To take it one step further, imagine a case where 8 of the 12 songs on the LP were from outside publishers. The outside publishers would be entitled to at least 72 cents in mechanical royalties ($.091 x 8 songs).  Since the artist's contractual cap is 68.25 cents, then for each LP sold the songwriter/record artist would actually lose mechanical royalties and owe its record company a few cents for each record that sells which would be deducted out of the songwriter/artist's recording royalties. The net effect is that the songwriter/artist's own 4 songs receive no mechanical royalties at all.

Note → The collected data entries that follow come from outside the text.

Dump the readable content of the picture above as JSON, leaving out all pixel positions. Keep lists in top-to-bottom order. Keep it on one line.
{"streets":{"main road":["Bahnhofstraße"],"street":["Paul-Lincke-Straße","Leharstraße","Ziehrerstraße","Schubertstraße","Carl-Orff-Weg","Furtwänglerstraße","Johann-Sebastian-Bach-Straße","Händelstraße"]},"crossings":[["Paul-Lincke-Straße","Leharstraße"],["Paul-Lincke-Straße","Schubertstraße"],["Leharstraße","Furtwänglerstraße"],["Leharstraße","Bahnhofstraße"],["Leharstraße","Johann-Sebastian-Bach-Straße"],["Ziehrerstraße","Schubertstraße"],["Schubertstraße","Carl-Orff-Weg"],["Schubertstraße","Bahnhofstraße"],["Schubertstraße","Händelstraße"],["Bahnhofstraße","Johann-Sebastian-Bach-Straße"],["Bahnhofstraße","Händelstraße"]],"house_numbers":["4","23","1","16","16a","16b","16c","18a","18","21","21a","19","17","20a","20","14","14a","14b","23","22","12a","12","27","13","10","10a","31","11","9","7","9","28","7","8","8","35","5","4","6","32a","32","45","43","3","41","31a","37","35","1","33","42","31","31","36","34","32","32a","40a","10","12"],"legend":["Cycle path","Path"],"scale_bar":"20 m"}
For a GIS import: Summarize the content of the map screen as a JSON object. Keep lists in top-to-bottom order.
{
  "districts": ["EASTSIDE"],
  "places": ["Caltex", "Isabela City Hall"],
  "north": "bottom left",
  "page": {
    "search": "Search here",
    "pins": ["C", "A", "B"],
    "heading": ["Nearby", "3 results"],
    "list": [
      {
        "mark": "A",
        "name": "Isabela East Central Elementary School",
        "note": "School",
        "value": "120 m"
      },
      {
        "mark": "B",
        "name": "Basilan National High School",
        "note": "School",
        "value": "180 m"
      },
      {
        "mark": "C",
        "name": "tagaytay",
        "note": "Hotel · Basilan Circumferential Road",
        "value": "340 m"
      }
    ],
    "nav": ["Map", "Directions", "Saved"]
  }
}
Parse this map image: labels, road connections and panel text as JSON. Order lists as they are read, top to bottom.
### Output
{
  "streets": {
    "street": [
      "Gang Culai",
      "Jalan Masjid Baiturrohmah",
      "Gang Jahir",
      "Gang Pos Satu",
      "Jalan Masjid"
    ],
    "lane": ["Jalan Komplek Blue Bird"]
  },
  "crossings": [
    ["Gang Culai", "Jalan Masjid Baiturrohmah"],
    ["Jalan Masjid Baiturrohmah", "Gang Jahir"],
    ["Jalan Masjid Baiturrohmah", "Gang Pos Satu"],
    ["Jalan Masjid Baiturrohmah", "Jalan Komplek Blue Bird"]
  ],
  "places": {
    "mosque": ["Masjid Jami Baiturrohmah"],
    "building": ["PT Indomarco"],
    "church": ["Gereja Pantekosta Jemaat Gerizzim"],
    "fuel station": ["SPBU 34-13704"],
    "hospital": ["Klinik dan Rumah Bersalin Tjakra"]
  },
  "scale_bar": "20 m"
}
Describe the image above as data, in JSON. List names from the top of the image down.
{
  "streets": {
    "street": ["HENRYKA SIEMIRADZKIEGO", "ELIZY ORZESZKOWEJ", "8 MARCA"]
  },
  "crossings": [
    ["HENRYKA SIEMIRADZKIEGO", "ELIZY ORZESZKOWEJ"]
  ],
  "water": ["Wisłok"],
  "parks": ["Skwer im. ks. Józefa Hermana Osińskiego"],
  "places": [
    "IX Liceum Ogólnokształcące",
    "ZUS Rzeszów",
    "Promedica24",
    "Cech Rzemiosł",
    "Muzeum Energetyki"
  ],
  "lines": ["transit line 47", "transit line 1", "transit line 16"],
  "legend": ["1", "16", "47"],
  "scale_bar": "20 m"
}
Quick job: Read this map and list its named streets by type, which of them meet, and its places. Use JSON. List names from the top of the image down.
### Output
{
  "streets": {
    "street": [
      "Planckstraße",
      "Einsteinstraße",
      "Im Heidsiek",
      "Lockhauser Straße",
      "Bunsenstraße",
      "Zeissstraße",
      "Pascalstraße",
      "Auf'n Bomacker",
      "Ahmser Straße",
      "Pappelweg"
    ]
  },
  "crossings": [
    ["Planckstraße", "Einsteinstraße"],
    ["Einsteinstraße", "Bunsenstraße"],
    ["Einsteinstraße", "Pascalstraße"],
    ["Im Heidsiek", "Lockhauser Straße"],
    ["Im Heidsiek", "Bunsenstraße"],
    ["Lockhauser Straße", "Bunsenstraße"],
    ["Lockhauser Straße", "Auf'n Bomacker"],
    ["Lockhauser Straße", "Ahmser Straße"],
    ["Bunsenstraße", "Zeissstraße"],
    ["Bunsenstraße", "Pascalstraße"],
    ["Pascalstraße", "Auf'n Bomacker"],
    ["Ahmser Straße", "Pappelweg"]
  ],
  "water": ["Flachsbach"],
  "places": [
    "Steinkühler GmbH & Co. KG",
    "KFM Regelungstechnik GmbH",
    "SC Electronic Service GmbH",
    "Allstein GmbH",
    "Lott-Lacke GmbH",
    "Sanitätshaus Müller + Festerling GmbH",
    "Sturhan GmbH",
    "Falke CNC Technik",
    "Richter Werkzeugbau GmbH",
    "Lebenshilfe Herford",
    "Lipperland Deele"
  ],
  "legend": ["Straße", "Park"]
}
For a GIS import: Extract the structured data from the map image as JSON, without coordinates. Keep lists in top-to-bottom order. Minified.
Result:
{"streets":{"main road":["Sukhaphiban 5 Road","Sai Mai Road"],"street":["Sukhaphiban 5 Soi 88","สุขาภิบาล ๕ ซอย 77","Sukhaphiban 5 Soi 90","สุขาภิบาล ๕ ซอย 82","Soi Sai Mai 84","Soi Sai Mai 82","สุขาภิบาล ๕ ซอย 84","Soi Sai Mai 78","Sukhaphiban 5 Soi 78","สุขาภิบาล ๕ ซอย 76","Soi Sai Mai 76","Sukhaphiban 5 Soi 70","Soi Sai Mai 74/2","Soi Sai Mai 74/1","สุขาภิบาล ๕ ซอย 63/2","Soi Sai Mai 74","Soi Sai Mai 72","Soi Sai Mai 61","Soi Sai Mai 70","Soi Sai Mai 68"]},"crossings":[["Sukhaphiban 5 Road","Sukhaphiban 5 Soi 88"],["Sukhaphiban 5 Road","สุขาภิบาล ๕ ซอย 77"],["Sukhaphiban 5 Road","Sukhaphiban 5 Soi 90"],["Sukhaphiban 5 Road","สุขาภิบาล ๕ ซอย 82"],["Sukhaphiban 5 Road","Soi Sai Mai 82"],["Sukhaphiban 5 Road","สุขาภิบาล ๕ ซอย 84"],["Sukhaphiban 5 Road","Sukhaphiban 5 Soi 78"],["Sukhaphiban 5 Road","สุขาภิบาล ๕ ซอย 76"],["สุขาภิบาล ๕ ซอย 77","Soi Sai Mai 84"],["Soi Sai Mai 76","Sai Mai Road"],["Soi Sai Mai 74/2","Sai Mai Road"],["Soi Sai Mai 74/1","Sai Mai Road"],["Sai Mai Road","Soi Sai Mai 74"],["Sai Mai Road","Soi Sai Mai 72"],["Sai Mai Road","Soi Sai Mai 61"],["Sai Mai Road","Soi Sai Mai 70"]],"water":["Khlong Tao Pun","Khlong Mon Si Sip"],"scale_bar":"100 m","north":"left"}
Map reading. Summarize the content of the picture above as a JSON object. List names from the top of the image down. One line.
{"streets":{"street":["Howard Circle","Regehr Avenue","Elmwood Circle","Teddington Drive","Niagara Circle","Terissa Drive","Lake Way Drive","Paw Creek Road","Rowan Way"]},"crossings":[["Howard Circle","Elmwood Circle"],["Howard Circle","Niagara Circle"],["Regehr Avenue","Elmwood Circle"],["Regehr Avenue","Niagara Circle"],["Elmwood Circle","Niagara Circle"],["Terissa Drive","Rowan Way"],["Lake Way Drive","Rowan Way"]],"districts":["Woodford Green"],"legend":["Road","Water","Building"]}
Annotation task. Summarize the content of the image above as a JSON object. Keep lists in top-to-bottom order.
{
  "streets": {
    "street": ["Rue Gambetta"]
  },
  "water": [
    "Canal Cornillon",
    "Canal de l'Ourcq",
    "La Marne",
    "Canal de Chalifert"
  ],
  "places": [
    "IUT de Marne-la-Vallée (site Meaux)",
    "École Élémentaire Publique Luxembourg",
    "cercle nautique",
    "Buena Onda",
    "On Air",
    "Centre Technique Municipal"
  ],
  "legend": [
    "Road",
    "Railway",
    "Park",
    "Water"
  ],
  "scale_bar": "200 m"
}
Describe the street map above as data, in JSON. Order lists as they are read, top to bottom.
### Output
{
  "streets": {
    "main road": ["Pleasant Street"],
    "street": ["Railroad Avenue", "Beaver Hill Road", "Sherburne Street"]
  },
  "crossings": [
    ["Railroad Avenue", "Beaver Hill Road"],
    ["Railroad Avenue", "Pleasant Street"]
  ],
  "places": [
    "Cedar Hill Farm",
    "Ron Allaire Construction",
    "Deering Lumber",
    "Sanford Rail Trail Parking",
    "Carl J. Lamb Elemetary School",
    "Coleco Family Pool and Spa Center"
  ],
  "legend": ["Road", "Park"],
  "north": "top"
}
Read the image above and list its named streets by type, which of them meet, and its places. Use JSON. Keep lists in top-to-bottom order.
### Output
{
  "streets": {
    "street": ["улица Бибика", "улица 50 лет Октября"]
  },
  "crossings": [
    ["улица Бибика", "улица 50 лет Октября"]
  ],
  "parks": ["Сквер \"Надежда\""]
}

A controlled composition clause may also contain language which further reduces the mechanical rate on mid-priced and budget sales, etc., providing for a 3/4 rate on the 3/4 rate.  In addition, record contracts often contain several subparagraphs that eliminate royalty payments for free goods and records sold below wholesale price, etc.  Several of these categories would ordinarily be subject to mechanical royalties absent the controlled composition clause.  Moreover, although this provision reduces mechanical royalties on the artist's publishing, it does not reduce payments to outside publishers since they are not subject to the clause.

The most treacherous dilemma for the songwriter/artist is that, even if the record company does not acquire the artist's publishing in its contract, the value of the artist's publishing may so greatly be reduced by the controlled composition clause that the artist may find it difficult to get a publishing deal elsewhere.  This is especially true if the mechanical royalties are cross-collateralized with the artist royalties since, until the artist is recouped, no mechanical royalties will be payable to the songwriter/recording artist or its publisher.

The foregoing scenarios raise numerous legal issues including antitrust, interference with prospective financial advantage and restraint of trade.  Another issue raised is whether, under partnership law (where one partner can bind the partnership), a co-writer who is not actually a signatory to the record contract is subject to the 3/4 rate by virtue of being a "partner" in the song's creation.

These days almost every record contract contains a controlled composition clause.  Although certain aspects of a controlled composition clause can be made less onerous by some persistent negotiation (such as escalations of the rate based on sales thresholds), record companies are generally inflexible in their insistence *on this provision and their position can only be tempered by their desire to sign a particular artist or by an artist's importance and stature. This provision should be reviewed very carefully by an artist and his lawyer; any artist's lawyer who failed to discuss this clause and explain its ramifications to the client (under the assumption that it is "standard" in every record contract) would certainly be inadequately representing the client, and may suffer the consequences when the actual effect of the provision is eventually revealed to the artist.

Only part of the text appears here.